# Chicago Not at fault accident headache!



## Ebaywilliam (Jul 28, 2018)

I have a nice car that i worked real hard to pay off that I use for lyft I just started 2 weeks ago. I have insurance with the tnc and uninsured motorist property damage $10,000 with $150 deductible but not the comprehensive type. I picked up 3 passengers and was almost to the destination when I was hit going thru a green light and totaled the car hit me then drove me into a street pole. I was fortunate a officer was at the red light and gave them citations and arrested the other driver my car was totaled and towed by the city for being in the middle of the intersection. the person that hit me does not have insurance and Lyft will not cover the car and since i was driving lyft geico will not give me the property damage. So i'm out $9000 for the loss of my car and I owe over $3000 to the city for the car in the lot plus $100 a day from July 8th I don't even want to talk about the medical bills $$$ and I'm injured and one of my injuries is that I can barely hear and I can't drive passengers like this. I only made $248 driving my car with lyft. Now I have no transportation. make sure you have comprehensive and collision coverage even if you pay extra for Uninsured motorist like me lyft will not cover the property damage. DO NOT have liability with uninsured motorist protection it will not work when your doing lyft I would guess Uber is the same. The worst is I didn't do anything wrong I did what the app told me to do legally.


----------



## BigJohn (Jan 27, 2016)

Reading though Uber and Lyft insurance policy will show you specifically that damage to your vehicle is ONLY covered by the Uber/Lyft insurance IF you have comprehensive insurance on your own policy.

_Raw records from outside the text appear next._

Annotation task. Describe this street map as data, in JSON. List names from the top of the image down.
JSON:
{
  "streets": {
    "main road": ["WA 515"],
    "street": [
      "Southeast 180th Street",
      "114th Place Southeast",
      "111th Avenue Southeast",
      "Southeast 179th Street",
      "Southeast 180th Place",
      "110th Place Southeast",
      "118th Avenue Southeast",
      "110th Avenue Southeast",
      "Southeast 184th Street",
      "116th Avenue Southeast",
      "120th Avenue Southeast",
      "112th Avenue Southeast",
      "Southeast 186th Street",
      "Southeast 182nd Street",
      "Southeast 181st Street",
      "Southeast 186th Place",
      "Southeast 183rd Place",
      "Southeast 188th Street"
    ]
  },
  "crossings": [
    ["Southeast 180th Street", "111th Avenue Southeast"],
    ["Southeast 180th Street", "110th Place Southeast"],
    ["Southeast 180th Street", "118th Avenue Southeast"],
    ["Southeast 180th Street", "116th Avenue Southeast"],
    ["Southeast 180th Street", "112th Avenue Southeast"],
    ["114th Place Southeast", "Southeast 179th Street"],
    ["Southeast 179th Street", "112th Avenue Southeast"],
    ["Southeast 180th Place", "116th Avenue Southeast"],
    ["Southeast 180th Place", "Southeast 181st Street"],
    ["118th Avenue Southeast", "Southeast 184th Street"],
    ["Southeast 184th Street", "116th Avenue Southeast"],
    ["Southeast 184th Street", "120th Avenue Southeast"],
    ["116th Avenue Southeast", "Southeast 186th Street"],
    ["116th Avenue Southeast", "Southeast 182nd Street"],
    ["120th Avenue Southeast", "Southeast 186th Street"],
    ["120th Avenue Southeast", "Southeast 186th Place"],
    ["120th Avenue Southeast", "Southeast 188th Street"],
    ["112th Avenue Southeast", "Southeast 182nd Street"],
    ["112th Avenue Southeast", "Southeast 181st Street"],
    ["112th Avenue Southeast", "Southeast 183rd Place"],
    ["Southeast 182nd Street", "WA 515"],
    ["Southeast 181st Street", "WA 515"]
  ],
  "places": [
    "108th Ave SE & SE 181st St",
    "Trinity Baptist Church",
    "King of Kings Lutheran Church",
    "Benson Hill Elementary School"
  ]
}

How can you have uninsured motorist property damage if you do not have comp or collision? I doubt any insurance company would write that, as that is easy fraud abuse.

PEOPLE, if you are not going to have the proper insurance you have no business transporting anyone or anything. If you want to play Russian roulette with your pocket book and life, that is your option. But leave others out of it.


----------



## Ebaywilliam (Jul 28, 2018)

I know now but if the same thing happened and i want driving lyft I would be fine. maybe IL is different my policy covers things like like this.


----------



## Fuzzyelvis (Dec 7, 2014)

Ebaywilliam said:


> I have a nice car that i worked real hard to pay off that I use for lyft I just started 2 weeks ago. I have insurance with the tnc and uninsured motorist property damage $10,000 with $150 deductible but not the comprehensive type. I picked up 3 passengers and was almost to the destination when I was hit going thru a green light and totaled the car hit me then drove me into a street pole. I was fortunate a officer was at the red light and gave them citations and arrested the other driver my car was totaled and towed by the city for being in the middle of the intersection. the person that hit me does not have insurance and Lyft will not cover the car and since i was driving lyft geico will not give me the property damage. So i'm out $9000 for the loss of my car and I owe over $3000 to the city for the car in the lot plus $100 a day from July 8th I don't even want to talk about the medical bills $$$ and I'm injured and one of my injuries is that I can barely hear and I can't drive passengers like this. I only made $248 driving my car with lyft. Now I have no transportation. make sure you have comprehensive and collision coverage even if you pay extra for Uninsured motorist like me lyft will not cover the property damage. DO NOT have liability with uninsured motorist protection it will not work when your doing lyft I would guess Uber is the same. The worst is I didn't do anything wrong I did what the app told me to do legally.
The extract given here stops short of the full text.